Examine each line of the data, and copy the ones containing "linecap".
++++ RECORDS TO USE ++++
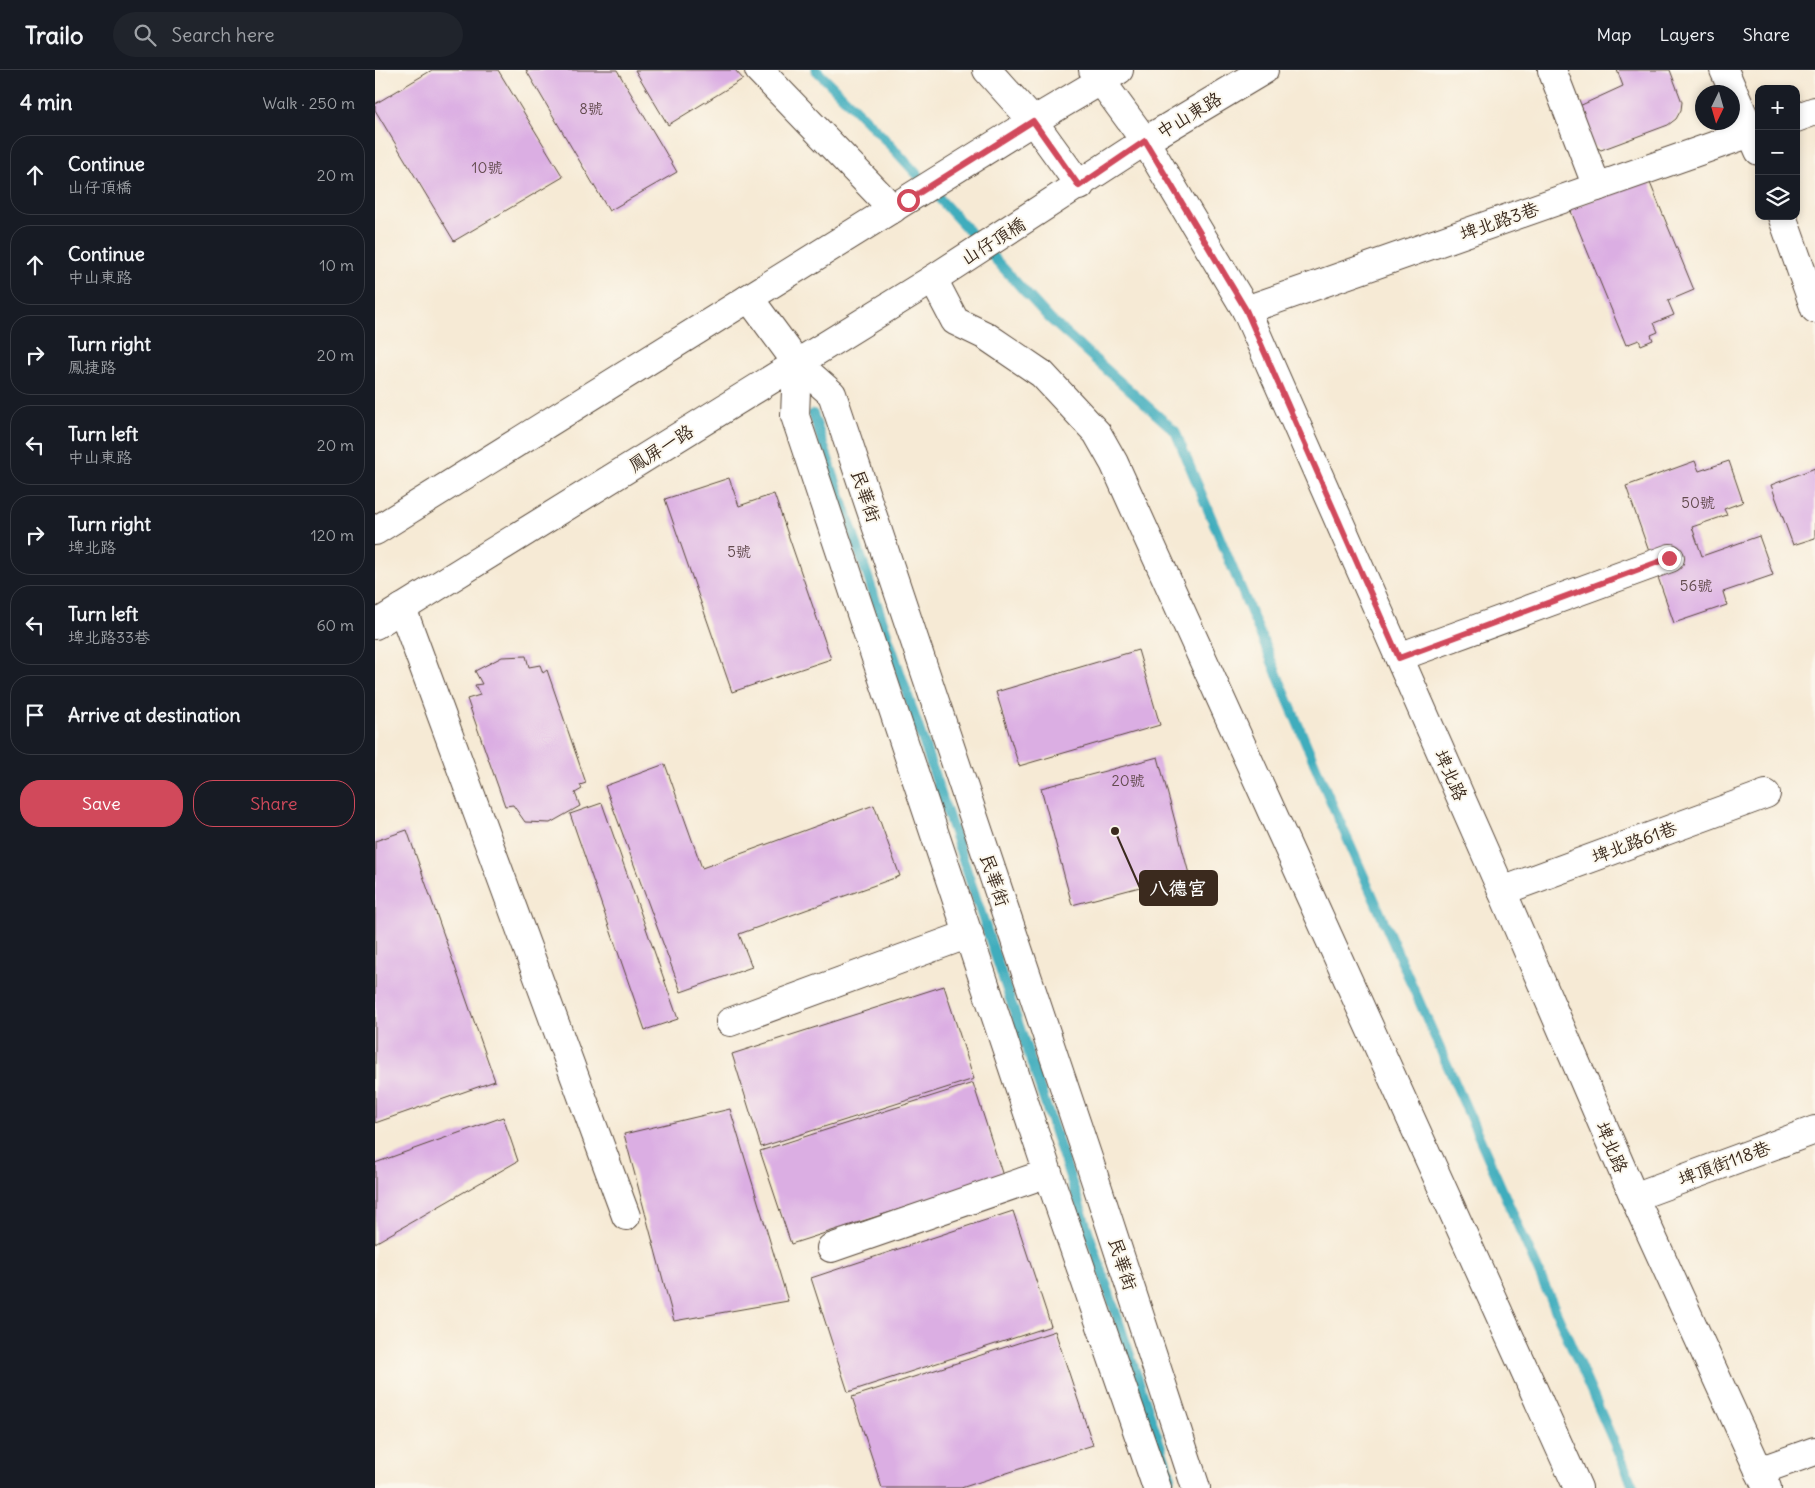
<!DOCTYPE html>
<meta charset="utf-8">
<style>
:root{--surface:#171b24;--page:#20242c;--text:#f1f3f6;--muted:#9ea1a6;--line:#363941;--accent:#d1495b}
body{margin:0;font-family:Delius,"LXGW WenKai TC",sans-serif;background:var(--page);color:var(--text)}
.controls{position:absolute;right:15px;top:15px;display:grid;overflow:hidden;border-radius:10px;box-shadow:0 2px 8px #0003}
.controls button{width:45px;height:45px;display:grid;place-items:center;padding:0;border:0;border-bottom:1px solid var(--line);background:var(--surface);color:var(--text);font:25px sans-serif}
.compass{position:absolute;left:1320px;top:15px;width:45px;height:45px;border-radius:50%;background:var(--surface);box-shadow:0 2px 8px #0003;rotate:185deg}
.stop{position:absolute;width:15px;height:15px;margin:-11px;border:4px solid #d1495b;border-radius:50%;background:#fff}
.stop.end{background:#d1495b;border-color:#fff;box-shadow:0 1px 5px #0008}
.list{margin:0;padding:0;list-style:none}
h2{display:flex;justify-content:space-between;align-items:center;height:65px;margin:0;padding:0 20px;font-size:21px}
h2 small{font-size:16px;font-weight:400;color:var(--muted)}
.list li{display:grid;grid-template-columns:32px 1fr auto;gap:15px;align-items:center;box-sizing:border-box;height:80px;margin:0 10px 10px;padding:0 10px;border:1px solid var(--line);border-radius:20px}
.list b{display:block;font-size:19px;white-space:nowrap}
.list p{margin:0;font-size:16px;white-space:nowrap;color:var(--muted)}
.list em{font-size:16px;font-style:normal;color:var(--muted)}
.actions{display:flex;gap:10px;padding:15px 20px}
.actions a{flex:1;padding:11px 0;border:1px solid var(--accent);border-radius:20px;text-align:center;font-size:18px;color:var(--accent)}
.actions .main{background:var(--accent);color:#fff}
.icon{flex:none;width:28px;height:28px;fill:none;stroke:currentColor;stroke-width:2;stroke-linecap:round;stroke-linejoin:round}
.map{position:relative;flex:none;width:1440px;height:1418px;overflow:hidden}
header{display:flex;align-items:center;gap:30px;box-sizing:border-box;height:70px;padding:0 25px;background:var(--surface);border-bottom:1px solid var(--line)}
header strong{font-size:24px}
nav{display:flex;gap:28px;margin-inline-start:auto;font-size:18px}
.search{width:350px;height:45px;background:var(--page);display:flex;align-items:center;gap:12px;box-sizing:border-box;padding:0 18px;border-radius:28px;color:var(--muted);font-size:19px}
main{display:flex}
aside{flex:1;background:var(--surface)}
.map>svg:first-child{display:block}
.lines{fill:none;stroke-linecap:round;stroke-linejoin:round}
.stream{stroke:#3fadbd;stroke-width:10}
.building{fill:#dbaee3}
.minor-casing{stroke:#574739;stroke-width:30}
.major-casing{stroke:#574739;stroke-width:30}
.minor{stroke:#fff;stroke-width:28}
.major{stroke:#fff;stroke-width:28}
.route{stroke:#d1495b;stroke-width:6}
.labels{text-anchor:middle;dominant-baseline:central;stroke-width:4;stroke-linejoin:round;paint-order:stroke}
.number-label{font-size:15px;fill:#634b4f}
.street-label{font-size:18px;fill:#3b2a1e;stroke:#fbf7ec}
.leader{fill:none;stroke:#3b2a1e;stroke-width:2}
.callout-dot{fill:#3b2a1e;stroke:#fbf7ec;stroke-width:2}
.callout{fill:#3b2a1e;stroke:#3b2a1e;stroke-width:2}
.callout-label{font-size:19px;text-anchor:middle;font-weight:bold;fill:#fff}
</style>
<header>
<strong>Trailo</strong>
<div class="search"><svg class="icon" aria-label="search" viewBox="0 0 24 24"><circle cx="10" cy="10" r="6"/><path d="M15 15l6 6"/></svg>Search here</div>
<nav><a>Map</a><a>Layers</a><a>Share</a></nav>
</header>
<main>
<aside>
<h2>4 min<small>Walk · 250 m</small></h2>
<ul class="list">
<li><svg class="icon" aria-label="ahead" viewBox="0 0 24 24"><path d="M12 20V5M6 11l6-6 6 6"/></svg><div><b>Continue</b><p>山仔頂橋</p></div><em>20 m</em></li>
<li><svg class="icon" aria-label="ahead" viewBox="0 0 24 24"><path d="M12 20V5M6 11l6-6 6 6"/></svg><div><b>Continue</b><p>中山東路</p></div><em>10 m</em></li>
<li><svg class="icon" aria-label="right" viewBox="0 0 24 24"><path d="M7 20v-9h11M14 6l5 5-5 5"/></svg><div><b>Turn right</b><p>鳳捷路</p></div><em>20 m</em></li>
<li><svg class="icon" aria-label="left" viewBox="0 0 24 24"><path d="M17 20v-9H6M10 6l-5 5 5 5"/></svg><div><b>Turn left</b><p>中山東路</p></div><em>20 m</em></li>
<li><svg class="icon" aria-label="right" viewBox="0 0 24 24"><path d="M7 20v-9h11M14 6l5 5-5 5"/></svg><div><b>Turn right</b><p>埤北路</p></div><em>120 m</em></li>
<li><svg class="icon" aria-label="left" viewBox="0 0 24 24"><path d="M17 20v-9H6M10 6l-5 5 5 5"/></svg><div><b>Turn left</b><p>埤北路33巷</p></div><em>60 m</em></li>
<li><svg class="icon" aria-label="arrive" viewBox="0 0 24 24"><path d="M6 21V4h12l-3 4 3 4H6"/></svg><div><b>Arrive at destination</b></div></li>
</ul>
<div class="actions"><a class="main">Save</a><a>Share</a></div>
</aside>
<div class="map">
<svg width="1440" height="1418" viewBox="0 0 1440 1418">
<rect width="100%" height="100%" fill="#fbf7ec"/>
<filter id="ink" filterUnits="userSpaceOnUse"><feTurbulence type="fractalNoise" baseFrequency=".02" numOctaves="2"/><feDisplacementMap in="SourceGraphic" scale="10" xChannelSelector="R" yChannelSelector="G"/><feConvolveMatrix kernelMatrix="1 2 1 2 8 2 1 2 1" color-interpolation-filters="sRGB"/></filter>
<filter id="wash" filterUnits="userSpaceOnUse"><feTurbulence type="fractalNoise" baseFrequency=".0096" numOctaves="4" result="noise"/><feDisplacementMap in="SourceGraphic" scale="20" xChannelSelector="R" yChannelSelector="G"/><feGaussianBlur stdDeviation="1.12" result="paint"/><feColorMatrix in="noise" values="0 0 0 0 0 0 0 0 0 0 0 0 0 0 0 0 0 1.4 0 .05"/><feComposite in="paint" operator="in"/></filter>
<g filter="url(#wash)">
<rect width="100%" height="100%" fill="#f6ead5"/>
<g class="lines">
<g class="stream">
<path d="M441,0L505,64L675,249L800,361L946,709L1259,1418"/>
<path d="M438,344L796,1407"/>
</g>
</g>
<g id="blocks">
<g class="building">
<path d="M57,0H123L188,107L79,171L0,40V34Z"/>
<path d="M151,0H242L302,102L234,141Z"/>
<path d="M260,0H360L368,9L293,55Z"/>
<path d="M1242,0H1295L1307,32L1306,40L1301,49L1293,55L1226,80L1214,72L1200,38L1248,16Z"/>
<path d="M1273,108L1319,220L1293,231L1299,245L1279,253L1283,262L1276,265L1278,270L1266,275L1264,270L1251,275L1195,139Z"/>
<path d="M1320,391L1324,401L1354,391L1368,432L1349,439L1352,445L1317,457L1327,486L1384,466L1398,505L1348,522L1352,535L1299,553L1251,416Z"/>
<path d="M1440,398V468L1418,475L1396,415Z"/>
<path d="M354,408L364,436L399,424L456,589L357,622L290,429Z"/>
<path d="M763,580L785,655L644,696L621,622Z"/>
<path d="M151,586L154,597L165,595L168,603L172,600L211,713L205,715L207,719L200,723L205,736L175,753L150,752L138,735L130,736L92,629L105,625L100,615L107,614L100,601L127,587Z"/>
<path d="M783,687L814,804L697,835L666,718Z"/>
<path d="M290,694L327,798L499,735L525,806L364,864L377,897L306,922L230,716Z"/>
<path d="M227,733L303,949L270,960L195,744Z"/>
<path d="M32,760L120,1011L0,1053V771Z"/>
<path d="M569,916L599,1009L386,1077L357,984Z"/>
<path d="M598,1013L628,1106L416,1174L385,1081Z"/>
<path d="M355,1039L413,1231L299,1251L249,1064Z"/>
<path d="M128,1047L143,1091L0,1173V1093Z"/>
<path d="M638,1141L676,1256L473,1322L436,1208Z"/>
<path d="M680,1261L718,1375L586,1418H507L477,1327Z"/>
</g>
</g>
</g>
<g filter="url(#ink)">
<use href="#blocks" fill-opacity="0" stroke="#574739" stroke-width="1"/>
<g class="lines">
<g class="minor-casing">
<g id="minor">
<path d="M384,0L518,139"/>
<path d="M612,0L658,51L705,116"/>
<path d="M718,0L770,71L871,240L1127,821L1259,1127L1392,1418"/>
<path d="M1177,0L1222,117"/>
<path d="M1349,0L1384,81"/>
<path d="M1421,48L1440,41"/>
<path d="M1407,146L1440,239"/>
<path d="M558,209L580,251L611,266L667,304L722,363L739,393L1203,1418"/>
<path d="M374,228L422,293L457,324L714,1091L821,1418"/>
<path d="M871,240L1384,60"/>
<path d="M422,293L420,346L673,1103L782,1418"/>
<path d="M27,538L251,1146"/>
<path d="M1024,587L1295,488"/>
<path d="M1127,821L1391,724"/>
<path d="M355,952L594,864"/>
<path d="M1259,1127L1440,1060"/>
<path d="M456,1178L673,1103"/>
<path d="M1384,1401L1440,1381"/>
</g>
</g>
<g class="major-casing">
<g id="major">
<path d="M0,461L658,51L744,0"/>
<path d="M0,555L558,209L770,71L889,0"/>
</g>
</g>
<use href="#minor" class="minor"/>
<use href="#major" class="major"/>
</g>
</g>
<g class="lines" filter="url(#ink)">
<path class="route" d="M533,130L658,51L704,116L770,71L871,240L1024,588L1294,488"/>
</g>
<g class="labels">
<g class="number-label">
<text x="216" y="38">8號</text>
<text x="112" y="97">10號</text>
<text x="1323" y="432">50號</text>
<text x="364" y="481">5號</text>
<text x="1321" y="515">56號</text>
<text x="753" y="710">20號</text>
</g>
<g class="street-label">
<text transform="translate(814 45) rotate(-31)">中山東路</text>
<text transform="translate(1124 151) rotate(-19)">埤北路3巷</text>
<text transform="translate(618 171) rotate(-32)">山仔頂橋</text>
<text transform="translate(286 378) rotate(-32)">鳳屏一路</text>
<text transform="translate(491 426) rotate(71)">民華街</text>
<text transform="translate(1076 705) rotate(66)">埤北路</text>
<text transform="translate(1259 772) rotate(-20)">埤北路61巷</text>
<text transform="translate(620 810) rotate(71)">民華街</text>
<text transform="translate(1237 1077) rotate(67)">埤北路</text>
<text transform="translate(1349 1093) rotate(-20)">埤頂街118巷</text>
<text transform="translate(748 1194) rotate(72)">民華街</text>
</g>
</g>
<path class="leader" d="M740 761L765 818"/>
<circle class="callout-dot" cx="740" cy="761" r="5"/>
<rect class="callout" x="765" y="801" width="77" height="34" rx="5"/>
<g class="callout-label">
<text x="803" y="825">八德宮</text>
</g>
</svg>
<div class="controls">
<button>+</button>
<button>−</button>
<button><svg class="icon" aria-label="layers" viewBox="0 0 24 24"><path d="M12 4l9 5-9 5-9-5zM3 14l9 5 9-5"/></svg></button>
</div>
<svg class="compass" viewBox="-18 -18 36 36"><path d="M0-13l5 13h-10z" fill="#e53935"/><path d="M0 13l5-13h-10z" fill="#9ea1a6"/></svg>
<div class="stop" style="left:533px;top:130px"></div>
<div class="stop end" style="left:1294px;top:488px"></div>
</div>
</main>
++++
*PROBLEM SOLUTION*.
.icon{flex:none;width:28px;height:28px;fill:none;stroke:currentColor;stroke-width:2;stroke-linecap:round;stroke-linejoin:round}
.lines{fill:none;stroke-linecap:round;stroke-linejoin:round}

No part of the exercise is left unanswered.